It was through one of these email exchanges that Swathi first learned of Dr. Sean Mullen and the ETC Lab. An associate professor in Swathi’s department as well as the lab’s director, Dr. Mullen develops programs to increase individuals’ physical activity and cognitive functioning. Swathi was intrigued, so she set up a meeting with him to learn more.
“We talked in person to see if it was a fit,” she says.
Both felt that it was. Dr. Mullen soon offered Swathi a position on his team working as an undergraduate research assistant. Excited by how closely his work aligned with her interests, she accepted.
Upon beginning in the lab her sophomore year, Swathi was assigned to help run Dr. Mullen’s main study, which focuses on middle- to older-age adults who engage in little to no physical activity. Throughout the week, these participants meet one-on-one with Swathi or one of her peers for a unique two-hour workout session.
“We incorporate exergaming, which is basically video games, and they exercise while playing those video games. We use an Xbox, and it tracks their movements,” says Swathi.
Following weeks of motivation in the ETC Lab, the participants are then asked to continue to perform the exercises on their own using a Fitbit and report their activity back to Swathi and the team.
“We’re currently on our sixth round of collecting data, and analysis won’t happen until after we collect it all,” Swathi says. “But hopefully in the next two years that I’m here, I can see what’s happening with all these participants.”
Swathi can’t reveal any more since the lab doesn’t discuss ongoing trials. But all of the research conducted by Dr. Mullen and his team relates to finding new ways to help people become more active and maximize their experience to get the most benefits.

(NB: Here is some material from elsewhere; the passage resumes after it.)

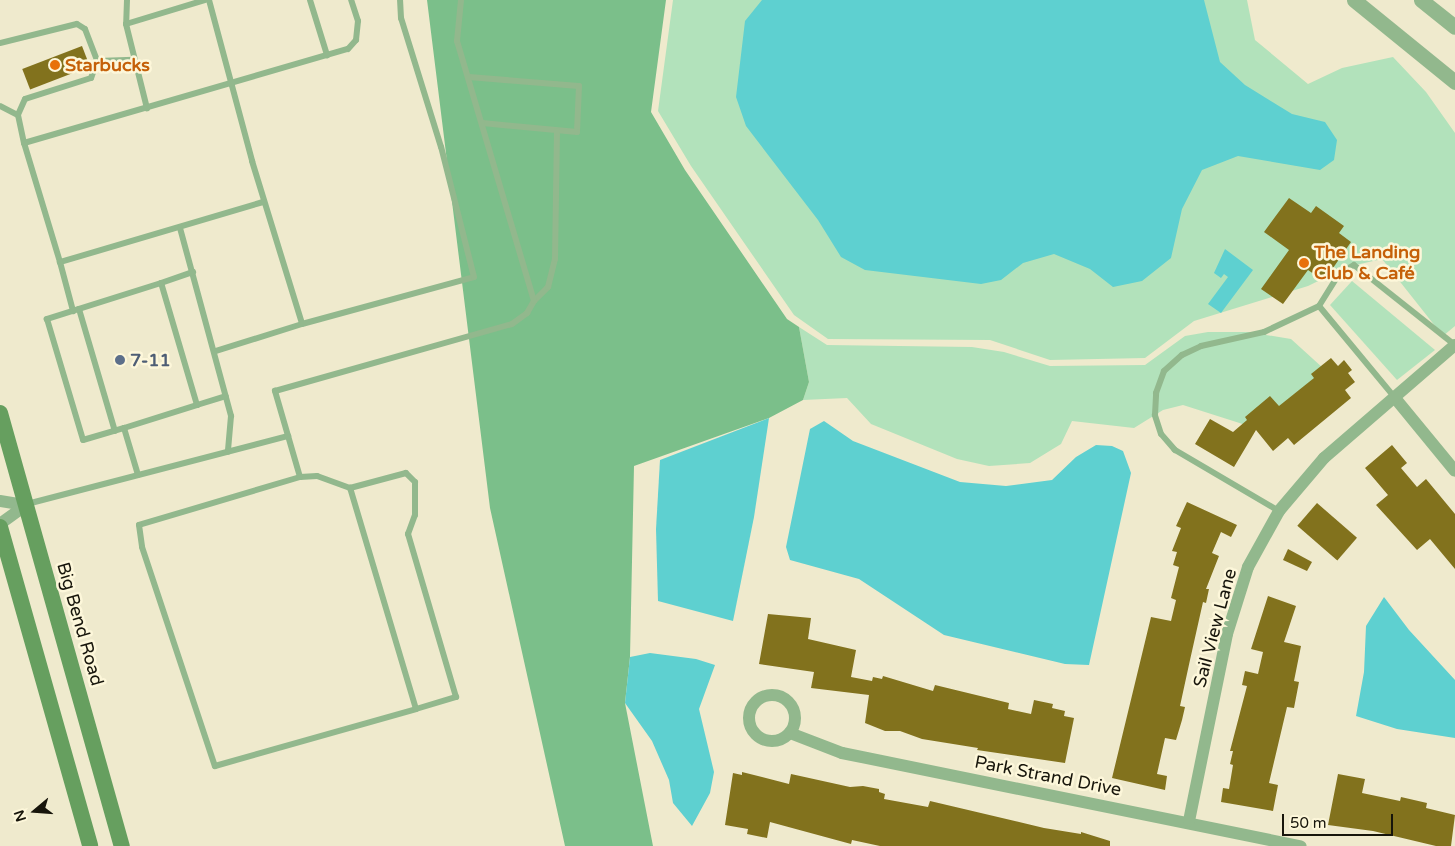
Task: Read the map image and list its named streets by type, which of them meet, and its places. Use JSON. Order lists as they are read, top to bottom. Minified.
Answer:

“You don’t just have to go to the gym and run on a treadmill,” says Swathi. “You can also work out by having fun—especially by winning games and earning points and hearing the slashes and the clicks. You want to play more; you want to beat your high score. It’s a different approach to motivating people to live an active and healthy lifestyle.”
It’s also an approach in which Swathi is fully invested:
“I’ve personally experienced benefits of physical activity. It makes me feel better, it makes me want to work harder, it gives me more energy throughout the day. So I want to share that with other people.”